Look at each line below and count those with the word "canvas"; the answer is that number only.
EXERCISE INPUTS Start Marker
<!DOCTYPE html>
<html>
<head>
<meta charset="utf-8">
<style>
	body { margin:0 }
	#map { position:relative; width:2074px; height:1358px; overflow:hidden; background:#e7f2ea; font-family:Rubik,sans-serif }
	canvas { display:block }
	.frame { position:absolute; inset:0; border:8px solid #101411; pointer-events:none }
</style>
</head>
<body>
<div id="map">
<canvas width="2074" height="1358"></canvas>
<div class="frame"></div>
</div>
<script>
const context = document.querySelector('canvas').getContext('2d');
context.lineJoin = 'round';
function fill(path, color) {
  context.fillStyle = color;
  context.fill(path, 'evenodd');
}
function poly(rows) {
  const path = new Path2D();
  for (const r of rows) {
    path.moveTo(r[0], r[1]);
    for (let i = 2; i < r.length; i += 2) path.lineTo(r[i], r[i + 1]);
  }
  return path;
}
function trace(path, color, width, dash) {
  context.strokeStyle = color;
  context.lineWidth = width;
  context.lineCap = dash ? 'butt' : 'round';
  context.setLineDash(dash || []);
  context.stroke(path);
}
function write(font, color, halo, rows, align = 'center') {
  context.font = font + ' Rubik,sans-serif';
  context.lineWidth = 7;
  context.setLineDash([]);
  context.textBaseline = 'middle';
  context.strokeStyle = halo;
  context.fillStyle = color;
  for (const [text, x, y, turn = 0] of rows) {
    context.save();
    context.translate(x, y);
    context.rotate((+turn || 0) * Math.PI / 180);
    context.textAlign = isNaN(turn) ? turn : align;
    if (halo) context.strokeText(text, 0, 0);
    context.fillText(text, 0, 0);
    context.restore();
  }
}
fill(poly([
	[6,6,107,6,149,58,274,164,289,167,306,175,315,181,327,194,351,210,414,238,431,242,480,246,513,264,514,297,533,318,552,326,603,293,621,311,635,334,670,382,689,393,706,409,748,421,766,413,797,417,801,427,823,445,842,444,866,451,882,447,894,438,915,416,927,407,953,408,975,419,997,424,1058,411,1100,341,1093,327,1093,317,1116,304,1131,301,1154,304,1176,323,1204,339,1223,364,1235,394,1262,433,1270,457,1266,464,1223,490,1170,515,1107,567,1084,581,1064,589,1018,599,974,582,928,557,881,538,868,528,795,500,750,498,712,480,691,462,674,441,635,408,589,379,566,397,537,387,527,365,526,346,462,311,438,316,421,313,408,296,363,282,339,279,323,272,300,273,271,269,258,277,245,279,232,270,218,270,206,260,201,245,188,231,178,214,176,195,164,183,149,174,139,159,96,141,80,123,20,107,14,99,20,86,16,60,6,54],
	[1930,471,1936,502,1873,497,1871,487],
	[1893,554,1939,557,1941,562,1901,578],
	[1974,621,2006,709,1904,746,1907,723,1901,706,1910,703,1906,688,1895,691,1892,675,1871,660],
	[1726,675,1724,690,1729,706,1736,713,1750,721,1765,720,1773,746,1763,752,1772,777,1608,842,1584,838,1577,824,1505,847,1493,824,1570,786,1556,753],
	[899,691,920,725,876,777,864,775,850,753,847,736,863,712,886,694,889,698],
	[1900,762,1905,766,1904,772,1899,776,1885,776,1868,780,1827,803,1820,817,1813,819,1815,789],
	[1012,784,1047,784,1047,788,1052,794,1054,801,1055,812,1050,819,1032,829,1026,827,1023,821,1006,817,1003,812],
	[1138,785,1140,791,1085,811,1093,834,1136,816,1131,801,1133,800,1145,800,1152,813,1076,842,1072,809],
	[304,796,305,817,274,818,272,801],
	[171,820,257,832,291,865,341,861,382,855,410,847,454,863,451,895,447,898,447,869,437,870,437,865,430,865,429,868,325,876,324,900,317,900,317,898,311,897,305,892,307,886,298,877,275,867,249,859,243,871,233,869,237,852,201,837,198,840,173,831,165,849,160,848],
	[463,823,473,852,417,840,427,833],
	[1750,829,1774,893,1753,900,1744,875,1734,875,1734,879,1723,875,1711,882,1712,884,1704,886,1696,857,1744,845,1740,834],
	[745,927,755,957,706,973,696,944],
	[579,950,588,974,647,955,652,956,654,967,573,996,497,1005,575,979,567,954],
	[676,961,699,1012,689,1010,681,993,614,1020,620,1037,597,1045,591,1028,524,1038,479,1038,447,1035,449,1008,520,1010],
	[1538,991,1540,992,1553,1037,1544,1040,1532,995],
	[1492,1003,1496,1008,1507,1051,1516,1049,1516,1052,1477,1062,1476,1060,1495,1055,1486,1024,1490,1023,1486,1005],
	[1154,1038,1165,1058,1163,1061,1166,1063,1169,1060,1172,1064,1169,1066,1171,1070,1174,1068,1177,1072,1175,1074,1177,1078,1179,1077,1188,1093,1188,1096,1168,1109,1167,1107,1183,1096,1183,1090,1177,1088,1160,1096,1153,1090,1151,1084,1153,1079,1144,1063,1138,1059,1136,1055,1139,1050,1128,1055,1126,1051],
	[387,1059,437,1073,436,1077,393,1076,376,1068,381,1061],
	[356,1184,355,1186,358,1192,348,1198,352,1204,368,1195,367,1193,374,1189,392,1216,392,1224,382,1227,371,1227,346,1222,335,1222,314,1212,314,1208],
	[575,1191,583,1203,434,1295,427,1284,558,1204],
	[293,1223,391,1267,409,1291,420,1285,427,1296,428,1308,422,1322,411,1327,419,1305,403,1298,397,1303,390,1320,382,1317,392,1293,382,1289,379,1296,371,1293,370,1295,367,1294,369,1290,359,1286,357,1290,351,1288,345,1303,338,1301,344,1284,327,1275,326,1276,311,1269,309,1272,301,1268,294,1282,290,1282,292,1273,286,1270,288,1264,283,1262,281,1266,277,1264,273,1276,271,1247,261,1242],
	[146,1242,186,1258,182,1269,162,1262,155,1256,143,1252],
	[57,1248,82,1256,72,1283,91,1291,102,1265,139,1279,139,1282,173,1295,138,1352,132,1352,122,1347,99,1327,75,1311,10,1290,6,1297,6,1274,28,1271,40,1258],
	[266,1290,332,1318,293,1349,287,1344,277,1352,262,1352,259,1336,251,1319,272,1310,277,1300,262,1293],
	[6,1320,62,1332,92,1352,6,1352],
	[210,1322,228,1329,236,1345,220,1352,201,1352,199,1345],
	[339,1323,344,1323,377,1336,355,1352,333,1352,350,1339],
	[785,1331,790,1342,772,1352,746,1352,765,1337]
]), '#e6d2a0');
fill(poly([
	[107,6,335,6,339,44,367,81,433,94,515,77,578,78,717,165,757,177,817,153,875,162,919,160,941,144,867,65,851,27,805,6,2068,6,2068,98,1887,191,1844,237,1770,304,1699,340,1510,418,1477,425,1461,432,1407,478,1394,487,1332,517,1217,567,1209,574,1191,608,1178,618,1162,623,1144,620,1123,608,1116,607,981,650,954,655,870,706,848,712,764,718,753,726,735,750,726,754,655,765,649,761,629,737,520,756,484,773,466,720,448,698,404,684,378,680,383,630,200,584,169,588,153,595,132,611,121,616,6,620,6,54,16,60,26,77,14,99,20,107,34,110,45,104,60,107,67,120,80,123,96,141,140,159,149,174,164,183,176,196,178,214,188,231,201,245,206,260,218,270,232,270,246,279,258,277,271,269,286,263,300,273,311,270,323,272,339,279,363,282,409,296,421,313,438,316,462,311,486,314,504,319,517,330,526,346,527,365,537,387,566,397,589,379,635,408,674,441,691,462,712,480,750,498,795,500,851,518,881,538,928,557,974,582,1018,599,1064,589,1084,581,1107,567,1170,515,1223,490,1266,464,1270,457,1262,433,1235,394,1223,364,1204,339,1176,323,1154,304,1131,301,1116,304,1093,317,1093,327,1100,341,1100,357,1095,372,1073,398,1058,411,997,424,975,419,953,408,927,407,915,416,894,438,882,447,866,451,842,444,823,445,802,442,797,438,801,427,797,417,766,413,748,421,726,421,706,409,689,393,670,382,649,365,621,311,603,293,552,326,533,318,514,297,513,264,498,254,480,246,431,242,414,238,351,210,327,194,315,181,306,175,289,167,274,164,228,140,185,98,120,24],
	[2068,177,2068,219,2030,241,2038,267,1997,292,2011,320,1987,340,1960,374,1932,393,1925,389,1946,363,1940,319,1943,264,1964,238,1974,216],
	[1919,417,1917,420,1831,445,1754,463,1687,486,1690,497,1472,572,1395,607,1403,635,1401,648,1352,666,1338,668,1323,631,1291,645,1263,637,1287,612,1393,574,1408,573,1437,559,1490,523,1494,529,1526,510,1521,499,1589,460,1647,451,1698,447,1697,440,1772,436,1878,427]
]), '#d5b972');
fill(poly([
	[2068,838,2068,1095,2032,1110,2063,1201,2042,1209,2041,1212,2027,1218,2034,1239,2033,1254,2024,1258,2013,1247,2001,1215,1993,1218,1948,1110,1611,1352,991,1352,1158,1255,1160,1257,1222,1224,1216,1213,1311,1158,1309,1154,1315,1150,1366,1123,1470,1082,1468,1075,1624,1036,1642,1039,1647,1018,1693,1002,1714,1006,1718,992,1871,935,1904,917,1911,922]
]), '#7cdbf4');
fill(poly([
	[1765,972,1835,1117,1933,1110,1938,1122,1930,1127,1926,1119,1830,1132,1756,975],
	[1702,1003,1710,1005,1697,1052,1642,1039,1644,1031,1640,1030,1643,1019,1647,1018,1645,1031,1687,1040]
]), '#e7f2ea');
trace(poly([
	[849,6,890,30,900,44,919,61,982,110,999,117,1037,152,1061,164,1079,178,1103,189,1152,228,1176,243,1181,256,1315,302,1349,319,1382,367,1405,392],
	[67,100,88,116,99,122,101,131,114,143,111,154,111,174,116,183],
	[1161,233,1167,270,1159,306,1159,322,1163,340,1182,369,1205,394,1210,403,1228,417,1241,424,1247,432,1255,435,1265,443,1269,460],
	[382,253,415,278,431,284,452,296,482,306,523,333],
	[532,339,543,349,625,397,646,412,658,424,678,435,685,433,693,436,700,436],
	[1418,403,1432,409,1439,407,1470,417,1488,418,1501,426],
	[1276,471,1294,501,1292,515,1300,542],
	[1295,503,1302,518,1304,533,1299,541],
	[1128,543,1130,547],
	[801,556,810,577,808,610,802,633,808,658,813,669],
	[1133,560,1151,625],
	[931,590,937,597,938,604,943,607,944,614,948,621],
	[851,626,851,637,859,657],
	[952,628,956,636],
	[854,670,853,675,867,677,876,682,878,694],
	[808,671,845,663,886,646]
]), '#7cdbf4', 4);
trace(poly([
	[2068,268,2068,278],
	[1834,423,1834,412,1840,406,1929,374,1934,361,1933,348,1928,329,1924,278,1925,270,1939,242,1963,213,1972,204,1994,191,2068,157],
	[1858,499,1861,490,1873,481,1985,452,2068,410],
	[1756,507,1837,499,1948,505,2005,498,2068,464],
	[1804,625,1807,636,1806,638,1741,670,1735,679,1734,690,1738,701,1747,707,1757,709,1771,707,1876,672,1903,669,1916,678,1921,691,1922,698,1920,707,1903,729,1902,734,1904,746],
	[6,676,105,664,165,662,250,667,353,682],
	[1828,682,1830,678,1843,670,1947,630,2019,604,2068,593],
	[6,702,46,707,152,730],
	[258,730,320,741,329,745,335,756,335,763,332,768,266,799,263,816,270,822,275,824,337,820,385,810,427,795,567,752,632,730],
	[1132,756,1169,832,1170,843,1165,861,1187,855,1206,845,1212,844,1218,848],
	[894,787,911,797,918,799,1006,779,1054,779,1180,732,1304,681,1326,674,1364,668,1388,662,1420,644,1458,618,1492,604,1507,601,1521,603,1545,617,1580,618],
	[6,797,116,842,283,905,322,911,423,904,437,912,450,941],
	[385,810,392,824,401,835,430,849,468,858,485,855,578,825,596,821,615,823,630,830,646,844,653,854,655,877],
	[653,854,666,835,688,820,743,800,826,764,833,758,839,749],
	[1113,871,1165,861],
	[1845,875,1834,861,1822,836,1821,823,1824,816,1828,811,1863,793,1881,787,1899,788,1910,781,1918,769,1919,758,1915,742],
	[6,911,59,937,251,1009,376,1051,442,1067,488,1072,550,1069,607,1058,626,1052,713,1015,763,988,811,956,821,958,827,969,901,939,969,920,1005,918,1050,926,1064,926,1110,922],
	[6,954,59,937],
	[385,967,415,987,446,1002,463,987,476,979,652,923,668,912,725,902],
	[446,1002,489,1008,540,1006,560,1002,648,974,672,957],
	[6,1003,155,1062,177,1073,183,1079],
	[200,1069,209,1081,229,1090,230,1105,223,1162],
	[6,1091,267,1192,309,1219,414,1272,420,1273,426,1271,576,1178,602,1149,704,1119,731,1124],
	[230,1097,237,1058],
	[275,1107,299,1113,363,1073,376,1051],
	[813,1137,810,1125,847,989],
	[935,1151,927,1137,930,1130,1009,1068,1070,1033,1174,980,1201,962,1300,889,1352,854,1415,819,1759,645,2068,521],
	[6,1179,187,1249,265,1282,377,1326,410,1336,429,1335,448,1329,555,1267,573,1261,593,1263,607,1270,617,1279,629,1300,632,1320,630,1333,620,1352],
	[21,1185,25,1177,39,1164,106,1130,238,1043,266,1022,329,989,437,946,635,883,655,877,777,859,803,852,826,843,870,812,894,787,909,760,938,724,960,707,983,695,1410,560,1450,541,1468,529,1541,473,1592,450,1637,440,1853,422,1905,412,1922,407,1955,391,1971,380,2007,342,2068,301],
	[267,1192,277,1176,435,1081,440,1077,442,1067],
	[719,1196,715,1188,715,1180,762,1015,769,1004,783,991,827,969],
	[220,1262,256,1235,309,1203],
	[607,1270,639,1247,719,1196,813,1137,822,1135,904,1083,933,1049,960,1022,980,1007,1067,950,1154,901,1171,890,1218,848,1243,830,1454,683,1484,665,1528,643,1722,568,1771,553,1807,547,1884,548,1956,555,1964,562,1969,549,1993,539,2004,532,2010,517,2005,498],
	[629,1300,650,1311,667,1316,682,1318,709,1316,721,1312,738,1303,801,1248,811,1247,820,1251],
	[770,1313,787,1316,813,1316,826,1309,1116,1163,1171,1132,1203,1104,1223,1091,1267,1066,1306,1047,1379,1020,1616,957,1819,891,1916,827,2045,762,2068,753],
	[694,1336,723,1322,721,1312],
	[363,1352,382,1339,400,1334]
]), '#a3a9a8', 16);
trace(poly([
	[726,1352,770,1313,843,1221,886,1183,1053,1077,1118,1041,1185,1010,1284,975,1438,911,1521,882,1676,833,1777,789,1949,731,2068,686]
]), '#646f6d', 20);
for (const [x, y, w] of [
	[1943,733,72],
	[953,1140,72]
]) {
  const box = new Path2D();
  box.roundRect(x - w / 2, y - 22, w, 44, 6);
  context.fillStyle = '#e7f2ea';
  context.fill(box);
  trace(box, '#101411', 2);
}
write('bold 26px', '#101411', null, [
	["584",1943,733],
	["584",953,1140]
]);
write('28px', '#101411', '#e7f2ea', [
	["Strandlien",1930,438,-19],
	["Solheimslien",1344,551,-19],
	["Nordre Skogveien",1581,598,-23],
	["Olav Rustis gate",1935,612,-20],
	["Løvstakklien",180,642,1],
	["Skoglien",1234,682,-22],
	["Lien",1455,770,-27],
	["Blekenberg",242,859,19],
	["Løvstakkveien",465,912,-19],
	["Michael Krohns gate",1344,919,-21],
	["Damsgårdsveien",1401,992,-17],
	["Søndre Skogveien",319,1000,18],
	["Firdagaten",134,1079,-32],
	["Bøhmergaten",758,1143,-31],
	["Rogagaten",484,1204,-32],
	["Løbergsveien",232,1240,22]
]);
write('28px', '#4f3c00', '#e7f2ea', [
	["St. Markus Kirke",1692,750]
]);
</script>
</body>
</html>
EXERCISE INPUTS End Marker
→ SOLUTION TO THIS TASK:
3